Fruquintinib is a highly selective oral tyrosine kinase inhibitor of VEGF receptors 1, 2, and 3. These receptors play an important role in angiogenesis associated with tumour growth and metastasis. The FRESCO-2 study investigated the efficacy and safety of fruquintinib in patients with heavily pretreated metastatic colorectal cancer. Fruquintinib was associated with significant and clinically meaningful benefit in overall survival (OS). Median OS was 7.4 months in the fruquintinib group and 4.8 months in the placebo group (HR 0.66; 95% CI 0.55-0.8; p<0.0001). Median progression-free survival was also improved (3.7 months vs 1.8 months; HR 0.32; 95% CI 0.27-0.39; p<0.0001).

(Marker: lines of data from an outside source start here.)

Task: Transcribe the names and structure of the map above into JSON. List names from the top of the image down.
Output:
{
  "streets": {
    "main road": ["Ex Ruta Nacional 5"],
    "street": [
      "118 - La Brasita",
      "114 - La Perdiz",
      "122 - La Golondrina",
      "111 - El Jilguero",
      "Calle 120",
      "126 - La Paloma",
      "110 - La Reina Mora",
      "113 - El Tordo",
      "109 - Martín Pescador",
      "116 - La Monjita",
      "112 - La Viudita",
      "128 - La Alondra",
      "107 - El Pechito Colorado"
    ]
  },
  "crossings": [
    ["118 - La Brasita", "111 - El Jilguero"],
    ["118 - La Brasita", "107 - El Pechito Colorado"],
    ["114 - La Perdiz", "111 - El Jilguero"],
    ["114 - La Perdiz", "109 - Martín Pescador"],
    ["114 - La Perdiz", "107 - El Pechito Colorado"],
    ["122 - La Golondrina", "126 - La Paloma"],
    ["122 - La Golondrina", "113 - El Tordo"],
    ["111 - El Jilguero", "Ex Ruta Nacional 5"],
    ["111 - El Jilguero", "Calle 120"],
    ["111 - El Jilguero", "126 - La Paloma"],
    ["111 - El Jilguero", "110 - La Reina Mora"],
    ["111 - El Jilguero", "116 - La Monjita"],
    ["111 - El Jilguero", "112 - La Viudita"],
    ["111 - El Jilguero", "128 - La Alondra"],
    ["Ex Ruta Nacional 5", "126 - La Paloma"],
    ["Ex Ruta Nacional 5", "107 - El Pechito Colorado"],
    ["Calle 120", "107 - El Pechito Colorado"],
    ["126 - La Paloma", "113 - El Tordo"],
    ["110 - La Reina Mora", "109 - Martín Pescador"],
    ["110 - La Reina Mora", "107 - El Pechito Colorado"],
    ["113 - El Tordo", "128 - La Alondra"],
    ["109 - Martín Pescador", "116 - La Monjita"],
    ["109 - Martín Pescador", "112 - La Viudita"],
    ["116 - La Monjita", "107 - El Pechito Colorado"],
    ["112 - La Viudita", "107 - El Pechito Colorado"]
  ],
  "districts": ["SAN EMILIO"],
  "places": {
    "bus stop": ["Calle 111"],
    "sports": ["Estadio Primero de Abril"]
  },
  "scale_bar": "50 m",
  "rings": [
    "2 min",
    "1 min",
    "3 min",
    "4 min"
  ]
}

Fruquintinib is administered once daily for the first 21 days of each 28-day cycle. Capsules should be swallowed whole and may be taken without regard to meals. Therapy is continued until disease progression or unacceptable toxicity occurs. Common adverse effects include fatigue, hypertension, stomatitis, diarrhoea, and hypothyroidism. Serious adverse events include haemorrhage and gastrointestinal perforation. In the FRESCO-2 study, asthenia was the most frequent reason for discontinuation.
References:
- Dasari A, Lonardi S, Garcia-Carbonero R, Elez E, Yoshino T, Sobrero A, et al. Fruquintinib versus placebo in patients with refractory metastatic colorectal cancer (FRESCO-2): an international, multicentre, randomised, double-blind, phase 3 study. Lancet. 2023; 402(10395): 41-53.
- Fruzaqla (Fruquintinib) Australian approved product information. Sydney: Takeda Pharmaceuticals Australia. Approved October 2024.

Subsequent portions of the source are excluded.